China's decision to remove crude oil from its latest tariff list in an escalating trade war with the United States was a relief to state oil firms prompted by a strong lobbying effort by main importer the Sinopec Group, Beijing-based oil sources said.
Dropping crude oil from the final tariff list on $16 billion in U.S. goods announced late on Wednesday underscores the growing importance of the United States as a key global producer and critical alternative supply source for top importer China, which is seeking to diversify its oil purchases.
Removing crude imports, worth roughly $8 billion annually based on Sinopec's earlier forecast of 300,000 barrels per day (bpd) for 2018, also gives Beijing room to maneuver in future negotiations with Washington, especially as it may soon lose some Iranian oil shipments due to reimposed U.S. sanctions.
"Sinopec did a lot of lobbying work with the government," said one person with direct knowledge of the state refiner's efforts to sway the policy decision of various agencies such as the Ministry of Finance and the Ministry of Commerce.

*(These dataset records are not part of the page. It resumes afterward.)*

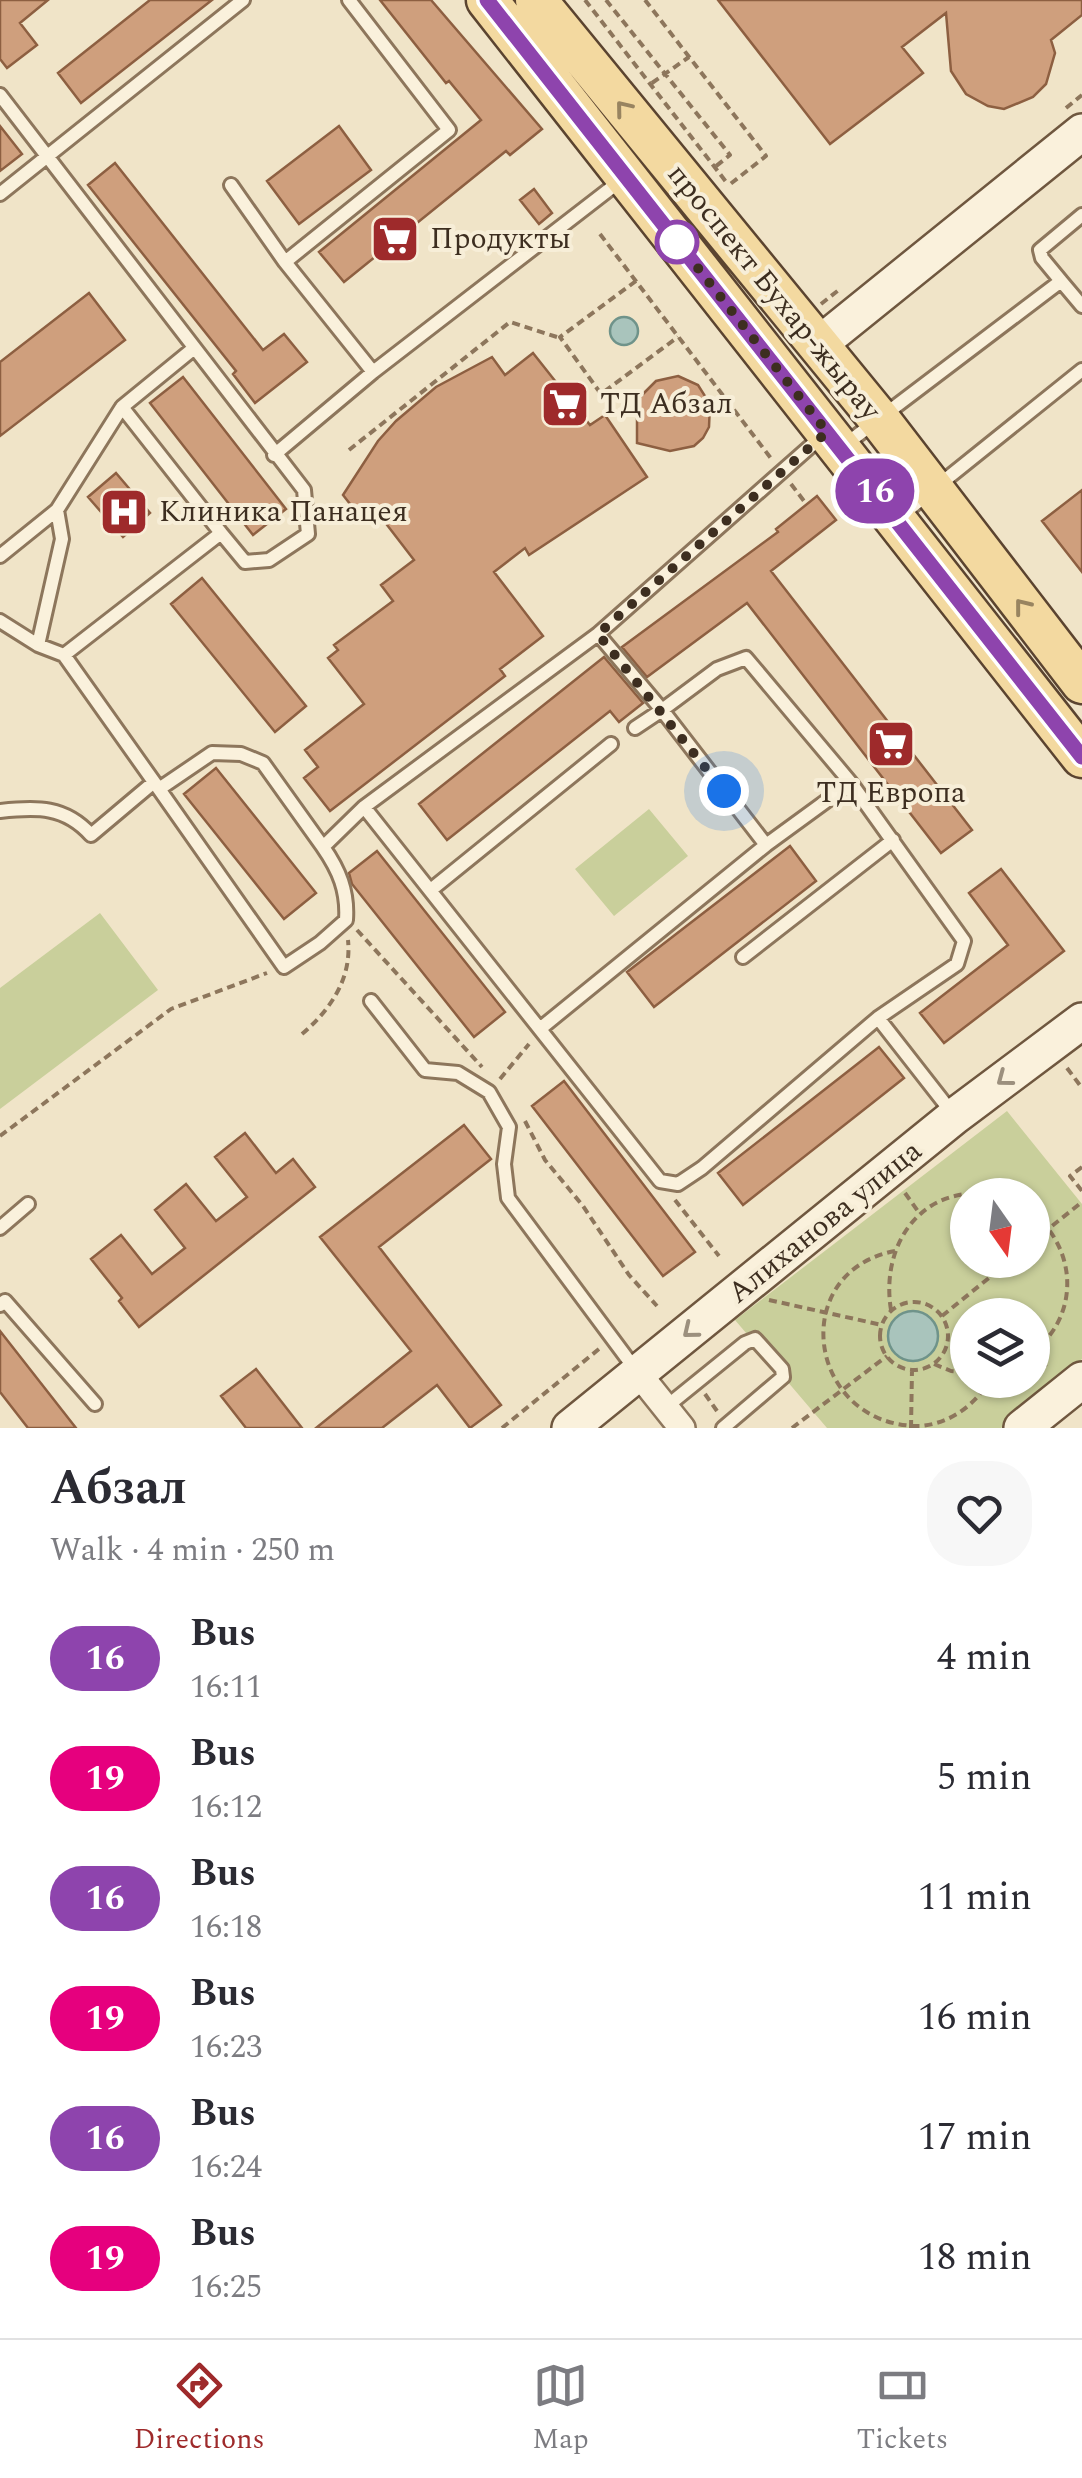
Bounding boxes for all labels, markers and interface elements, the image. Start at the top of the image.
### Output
one-way arrow [617,101,635,119]
street label: проспект Бухар-жырау [656,154,893,432]
supermarket icon: Продукты [369,213,421,265]
place label: Продукты [430,216,571,262]
unlabelled marker [656,221,698,263]
supermarket icon: ТД Абзал [539,378,591,430]
place label: ТД Абзал [600,381,733,427]
line badge: 16 [830,458,920,524]
text: 16 [855,465,895,518]
hospital icon: Клиника Панацея [98,486,150,538]
place label: Клиника Панацея [159,489,408,535]
one-way arrow [1016,599,1034,617]
supermarket icon: ТД Европа [865,718,917,770]
your location [699,766,749,816]
place label: ТД Европа [816,770,966,816]
one-way arrow [997,1068,1015,1085]
street label: Алиханова улица [718,1129,933,1315]
north arrow [950,1178,1050,1278]
map controls [950,1178,1050,1398]
button: layers [950,1298,1050,1398]
one-way arrow [683,1319,701,1337]
text: Абзал [50,1452,187,1525]
button: heart [927,1461,1032,1566]
text: Walk · 4 min · 250 m [50,1526,335,1575]
text: Bus [190,1605,256,1663]
text: 4 min [937,1629,1032,1687]
text: 16 [85,1632,125,1685]
text: 16:11 [190,1663,262,1712]
text: Bus [190,1725,256,1783]
text: 5 min [937,1749,1032,1807]
text: 19 [85,1752,125,1805]
text: 16:12 [190,1783,262,1832]
text: Bus [190,1845,256,1903]
text: 11 min [918,1869,1032,1927]
text: 16 [85,1872,125,1925]
text: 16:18 [190,1903,262,1952]
text: Bus [190,1965,256,2023]
text: 16 min [918,1989,1032,2047]
text: 19 [85,1992,125,2045]
text: 16:23 [190,2023,262,2072]
text: Bus [190,2085,256,2143]
text: 17 min [918,2109,1032,2167]
text: 16 [85,2112,125,2165]
text: 16:24 [190,2143,262,2192]
text: Bus [190,2205,256,2263]
text: 18 min [918,2229,1032,2287]
text: 19 [85,2232,125,2285]
text: 16:25 [190,2263,262,2312]
tab: Directions [134,2358,265,2461]
tab: Map [532,2358,589,2461]
tab: Tickets [856,2358,948,2461]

Sinopec declined to comment.
The revision came after Sinopec — Asia's largest refiner and biggest buyer of U.S. oil — suspended new bookings until at least October over worries that a 25 percent tariff would prohibit it from finding buyers in China.
"The U.S. will be the single largest source of new oil supplies outside OPEC. It's in China's interest to diversify supplies," said a second source, a state oil trading manager. The move could encourage Sinopec to bring in cargoes loaded in June and July, and resume new bookings, the sources said, declining to be named due to the sensitive nature of the topic.